Russia is Burning (2020)
Poems of the Great Patriotic War
The Second World War occupies a special place in Russian memory. Between June 1941 and the liberation of Berlin in May 1945, over 26 million Soviet civilians, servicemen and women were killed fighting the Nazis. The war also occupies a special place in the history of Russian poetry. Poems written by Red Army soldiers were published in newspapers and broadcast on the radio. Alexander Tvardovsky’s much-loved epic poem Vasili Tyrokin was turned into a play and a film. Alexei Surkov’s ‘In the Dugout’ and Konstantin Simonov’s ‘Wait for Me’ became well-known as popular songs.

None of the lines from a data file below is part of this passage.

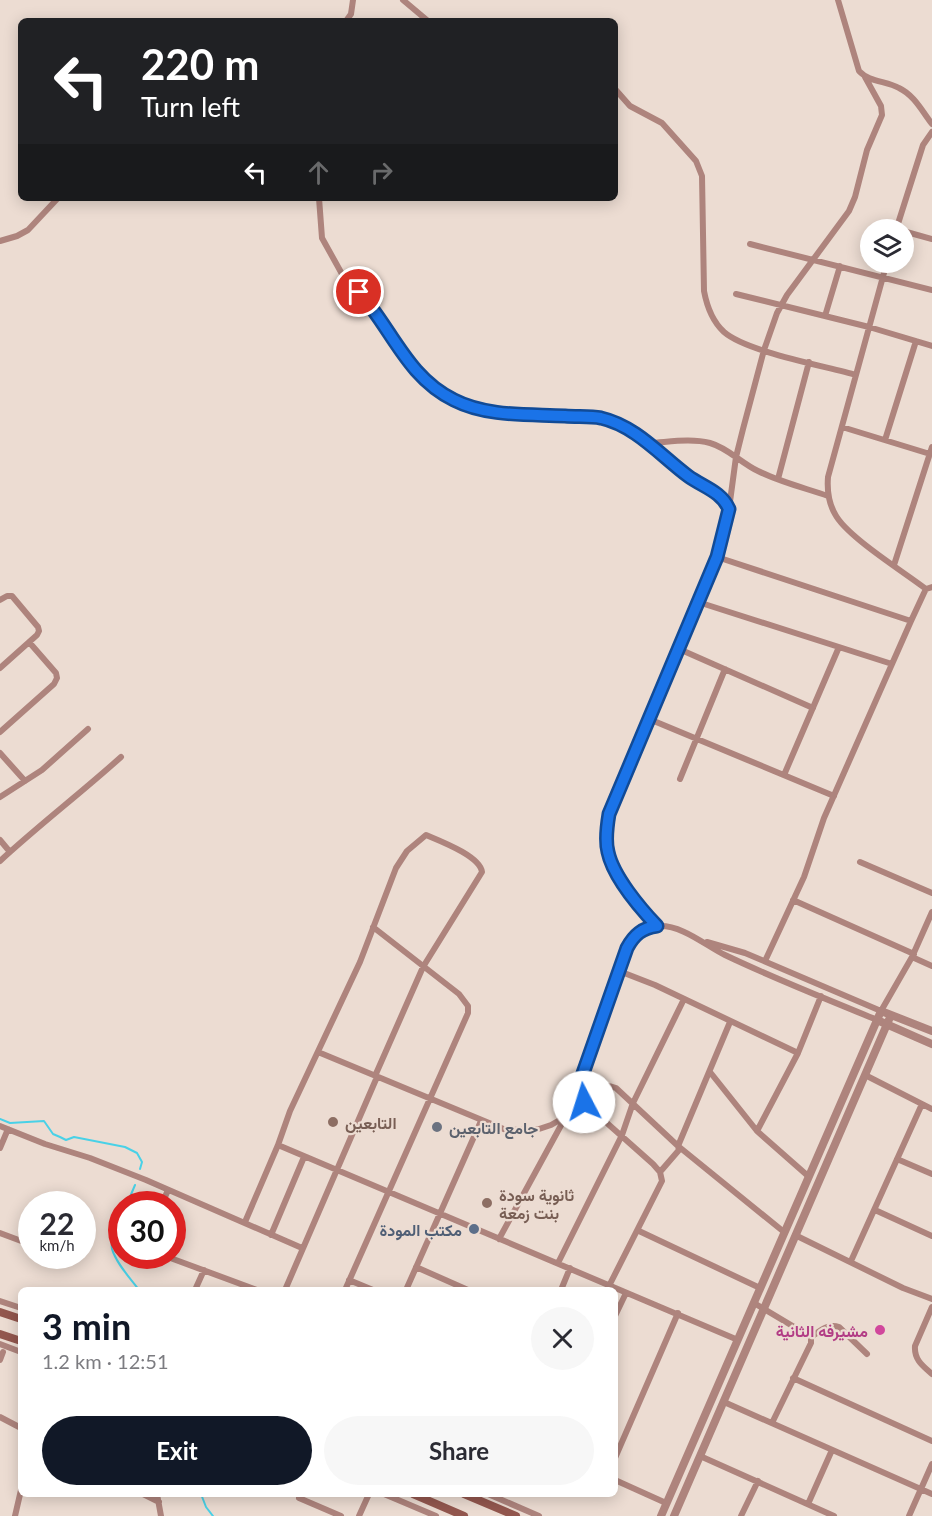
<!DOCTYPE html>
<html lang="en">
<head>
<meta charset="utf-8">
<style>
  :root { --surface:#fff; --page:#f7f7f7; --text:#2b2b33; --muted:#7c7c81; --accent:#111827 }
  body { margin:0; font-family:Lato,Vazirmatn,sans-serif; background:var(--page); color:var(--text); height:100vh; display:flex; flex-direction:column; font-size:22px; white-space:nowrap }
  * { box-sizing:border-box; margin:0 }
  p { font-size:20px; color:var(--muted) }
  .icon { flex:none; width:33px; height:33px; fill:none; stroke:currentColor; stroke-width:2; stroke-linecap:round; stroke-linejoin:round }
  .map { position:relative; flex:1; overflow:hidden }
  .panel { position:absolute; left:18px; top:1287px; width:600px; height:210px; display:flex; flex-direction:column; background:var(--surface); border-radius:9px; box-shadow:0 3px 15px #0003 }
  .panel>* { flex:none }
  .banner { position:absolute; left:18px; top:18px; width:600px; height:183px; border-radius:9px; box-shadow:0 3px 15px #0003; background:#202124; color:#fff; overflow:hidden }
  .tools { position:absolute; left:860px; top:219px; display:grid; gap:12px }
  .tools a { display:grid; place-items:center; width:54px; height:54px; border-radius:50%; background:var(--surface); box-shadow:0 3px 15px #0003; font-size:30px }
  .speed { position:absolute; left:18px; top:1191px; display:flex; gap:12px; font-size:30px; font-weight:700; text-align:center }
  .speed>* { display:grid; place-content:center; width:78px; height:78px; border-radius:50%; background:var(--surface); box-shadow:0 3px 15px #0003; line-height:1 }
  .speed small { font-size:15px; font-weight:400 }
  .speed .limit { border:9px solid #d22; background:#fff; color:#111 }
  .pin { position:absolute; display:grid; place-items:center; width:51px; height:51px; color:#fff; margin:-26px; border:3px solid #fff; border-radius:50%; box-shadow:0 2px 6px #0007 }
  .me { position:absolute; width:66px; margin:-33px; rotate:355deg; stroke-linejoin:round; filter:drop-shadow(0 0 4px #0008) }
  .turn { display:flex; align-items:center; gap:21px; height:126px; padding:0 24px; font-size:27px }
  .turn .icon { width:78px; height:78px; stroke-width:2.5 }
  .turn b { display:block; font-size:42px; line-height:51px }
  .lanes { display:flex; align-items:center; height:57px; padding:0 24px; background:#0003; justify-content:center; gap:30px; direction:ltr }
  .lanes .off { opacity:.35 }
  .round { display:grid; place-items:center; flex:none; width:63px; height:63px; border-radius:32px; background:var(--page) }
  .headline { display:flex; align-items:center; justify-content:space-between; height:102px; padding:0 24px }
  h1 { font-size:36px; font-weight:700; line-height:45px; color:var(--accent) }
  .cta { display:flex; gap:12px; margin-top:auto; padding:12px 24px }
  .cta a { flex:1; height:69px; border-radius:36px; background:var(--accent); color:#fff; font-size:24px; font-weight:700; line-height:69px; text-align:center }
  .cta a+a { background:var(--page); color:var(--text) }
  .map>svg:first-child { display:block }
</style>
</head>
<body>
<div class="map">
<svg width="932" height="1516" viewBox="0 0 932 1516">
  <rect width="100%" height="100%" fill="#ecdcd2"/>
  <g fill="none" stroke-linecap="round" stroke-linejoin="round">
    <path stroke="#49d1e7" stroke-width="2" d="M0 1119 10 1123 44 1121 53 1134 60 1137 66 1140 74 1137 125 1147 137 1153 142 1162 140 1169
      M127 1204 135 1185
      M122 1216C118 1225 110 1238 112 1249 116 1263 130 1278 139 1290
      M201 1494 206 1507 213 1516"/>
    <path stroke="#ae847d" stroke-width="6" d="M403 0 428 21
      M838 0 859 71C869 82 887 81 899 88 914 95 922 111 932 124
      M346 21 351 14 353 0
      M615 89 630 106 662 123 696 161 702 176 704 291C707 307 712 321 724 332 747 352 825 366 856 375
      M319 198 322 238 342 274 371 307 409 363 434 388 464 405 486 411 593 417C631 423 657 453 687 475 701 486 721 491 729 509
      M896 230 923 145 932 132
      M903 231 932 239
      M0 241 17 236 28 230 58 198
      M750 244 932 290
      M887 262 828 477C827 490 828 502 835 514 846 536 904 572 926 589
      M736 294 869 327 932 346
      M825 316 840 266
      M842 427 930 454
      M885 440 916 341
      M650 443C669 442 691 438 710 443 728 448 741 463 758 471 780 482 805 488 828 496
      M778 479 809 362
      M717 557 911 621
      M894 565 932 447
      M0 600 7 596H12L38 627 39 631 37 635 0 668
      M698 602 892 664
      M679 649 813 708
      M649 719 834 796
      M0 732 54 684 57 678 56 673 29 642
      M0 753 25 781
      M784 775 839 647
      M680 779 725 669
      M0 797 42 770 88 729
      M0 840 10 852
      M0 861C39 825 81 793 121 757
      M860 862 932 893
      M793 900 914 954
      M657 925 630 895 608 853 609 814 717 557 729 509 736 457 743 429 764 350 777 313 787 295 849 211 855 197 867 150 882 115 881 106 865 77
      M707 942 745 953 881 1011 912 957 932 912
      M912 957 932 966
      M765 961 804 877 824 818 911 621 924 593 926 589 932 587
      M619 971 655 985 798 1053
      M318 1052 506 1130 539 1129 551 1125 565 1117 575 1097 627 948C634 936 644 926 659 926 682 925 705 945 725 955 775 979 827 999 877 1020
      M710 1072 757 1131 808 1176
      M865 1075 932 1109
      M581 1100 653 1164 660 1172 662 1181 609 1286
      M584 1102C595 1090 599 1082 616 1088L678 1146 784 1232
      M0 1126 45 1144 90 1158 146 1180 302 1248
      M757 1131 798 1053 821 996
      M278 1145 738 1340
      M0 1148 8 1129
      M897 1159 932 1174
      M660 1172 679 1150 678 1146 730 1022
      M162 1204 168 1190
      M875 1210 932 1236
      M245 1222 278 1145 290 1111 360 962 396 868 407 851 426 835C440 841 480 856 482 872L423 967 375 1076
      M639 1231 760 1288
      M0 1233 32 1245
      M271 1235 304 1157
      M795 1235 903 1288 932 1299
      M499 1239 565 1118
      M62 1256 73 1260
      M165 1256 257 1290
      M851 1261 922 1104
      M558 1263 622 1135 633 1103 684 999
      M416 1267 468 1290
      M349 1280 373 1290
      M195 1290 204 1270
      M285 1290 377 1077
      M345 1290 468 1013V1006L459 994 373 927
      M406 1290 481 1121
      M561 1290 570 1268
      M0 1301 21 1308
      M754 1303 811 1337V1343L772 1423
      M932 1307 915 1346C914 1360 923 1366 932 1374
      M615 1316 626 1293
      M811 1337C820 1331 828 1323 839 1327L867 1354
      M0 1344 21 1352
      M0 1360 3 1352
      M793 1378 932 1441
      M724 1402 932 1494
      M0 1417 21 1428
      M700 1456 834 1516
      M615 1458 678 1313
      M615 1480 666 1503
      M143 1494 159 1502
      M157 1494 161 1516
      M384 1494 436 1516
      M488 1494 539 1516
      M299 1498 341 1516
      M808 1504 832 1450
      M15 1516 21 1490
      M359 1516 369 1494
      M741 1516 758 1481
      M909 1516 932 1464"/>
    <path stroke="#ae847d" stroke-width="8" d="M877 1020 932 1044
      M661 1516 881 1011 932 1031
      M674 1516 891 1015"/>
    <path stroke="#93574e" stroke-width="8" d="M0 1312 21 1319
      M0 1334 21 1341
      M413 1494 464 1516
      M464 1494 516 1516"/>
  </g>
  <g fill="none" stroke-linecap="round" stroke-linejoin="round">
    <defs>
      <path id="route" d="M359 292C392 329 407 377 454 400 487 417 529 414 565 416 577 417 590 416 601 418 636 426 661 456 688 476 703 487 721 491 729 509L717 557 609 814C607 826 605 841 608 852 613 876 640 908 657 926 642 928 634 935 627 948L575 1096 584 1102"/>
    </defs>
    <use href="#route" stroke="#114b97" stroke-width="15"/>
    <use href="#route" stroke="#1a73e8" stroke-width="10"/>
  </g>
  <g fill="#8d6e63" stroke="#ecdcd2" stroke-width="2">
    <circle cx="333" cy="1122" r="6"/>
    <circle cx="487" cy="1203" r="6"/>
  </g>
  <circle fill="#6b7280" stroke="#ecdcd2" stroke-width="2" cx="437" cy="1127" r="6"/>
  <circle fill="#5c6f8a" stroke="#ecdcd2" stroke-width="2" cx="474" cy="1229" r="6"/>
  <circle fill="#d1479c" stroke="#ecdcd2" stroke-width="2" cx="880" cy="1330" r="6"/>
  <g text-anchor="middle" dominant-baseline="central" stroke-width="4.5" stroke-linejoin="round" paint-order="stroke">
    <g font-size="16" font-weight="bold" fill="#785e54" stroke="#ecdcd2" text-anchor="start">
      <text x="345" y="1122">التابعين</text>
      <text x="499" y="1194">ثانوية سودة<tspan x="499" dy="18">بنت زمعة</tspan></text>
    </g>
    <g font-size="16" font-weight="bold" fill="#5b616d" stroke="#ecdcd2" text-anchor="start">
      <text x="449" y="1127">جامع التابعين</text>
    </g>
    <g font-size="16" font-weight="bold" fill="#4e5e75" stroke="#ecdcd2" text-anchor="end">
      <text x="462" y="1229">مكتب المودة</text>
    </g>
    <g font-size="16" font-weight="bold" fill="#b23c85" stroke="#ecdcd2" text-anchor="end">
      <text x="868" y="1330">مشيرفه الثانية</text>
    </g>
  </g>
</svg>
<div class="tools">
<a><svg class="icon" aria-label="layers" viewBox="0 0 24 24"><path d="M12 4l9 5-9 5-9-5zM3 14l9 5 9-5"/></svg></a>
</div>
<div class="speed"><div>22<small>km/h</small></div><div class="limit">30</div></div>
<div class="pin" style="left:359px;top:292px;background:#d93025"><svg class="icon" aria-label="arrive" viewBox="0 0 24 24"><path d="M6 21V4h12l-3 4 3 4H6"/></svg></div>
<svg class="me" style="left:584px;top:1102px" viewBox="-20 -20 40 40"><circle r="19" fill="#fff"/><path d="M0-13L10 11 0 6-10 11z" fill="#1a73e8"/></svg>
<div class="banner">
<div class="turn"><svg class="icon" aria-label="left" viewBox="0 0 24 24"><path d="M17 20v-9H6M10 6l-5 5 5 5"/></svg><div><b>220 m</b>Turn left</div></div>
<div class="lanes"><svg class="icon" aria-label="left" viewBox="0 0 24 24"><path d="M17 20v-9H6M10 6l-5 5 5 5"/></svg><svg class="icon off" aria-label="ahead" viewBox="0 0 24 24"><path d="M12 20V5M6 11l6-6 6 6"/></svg><svg class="icon off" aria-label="right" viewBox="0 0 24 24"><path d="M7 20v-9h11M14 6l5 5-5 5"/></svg></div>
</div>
<section class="panel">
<div class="headline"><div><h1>3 min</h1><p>1.2 km · 12:51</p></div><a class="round"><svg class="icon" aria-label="close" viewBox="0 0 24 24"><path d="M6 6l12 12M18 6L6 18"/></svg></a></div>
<div class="cta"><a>Exit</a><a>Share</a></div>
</section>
</div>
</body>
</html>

Russia is Burning brings together for the first time in Russian and English over fifty poets, including Boris Slutsky, Boris Pasternak, Olga Berggoltz, , Alexander Tvardovsky, Samuel Marshak, Irina Bem, Evgeny Vinokurov, Vsevolod Nekrasov, Bulat Okudzhava, Vladimir Vysotsky and Ilya Ehrenburg. It includes poems written by soldiers on the front-line and civilians in the Leningrad blockade, by émigré poets, by prisoners of war and Gulag prisoners, by poets who wrote ‘for the drawer’ and by later writers who tried to understand the war and its long-term effects on Russian society. Russia is Burning is a testimony to the power of poetry to resist Fascism and to the extraordinary heroism and endurance of the Soviet people in the war against Nazi Germany.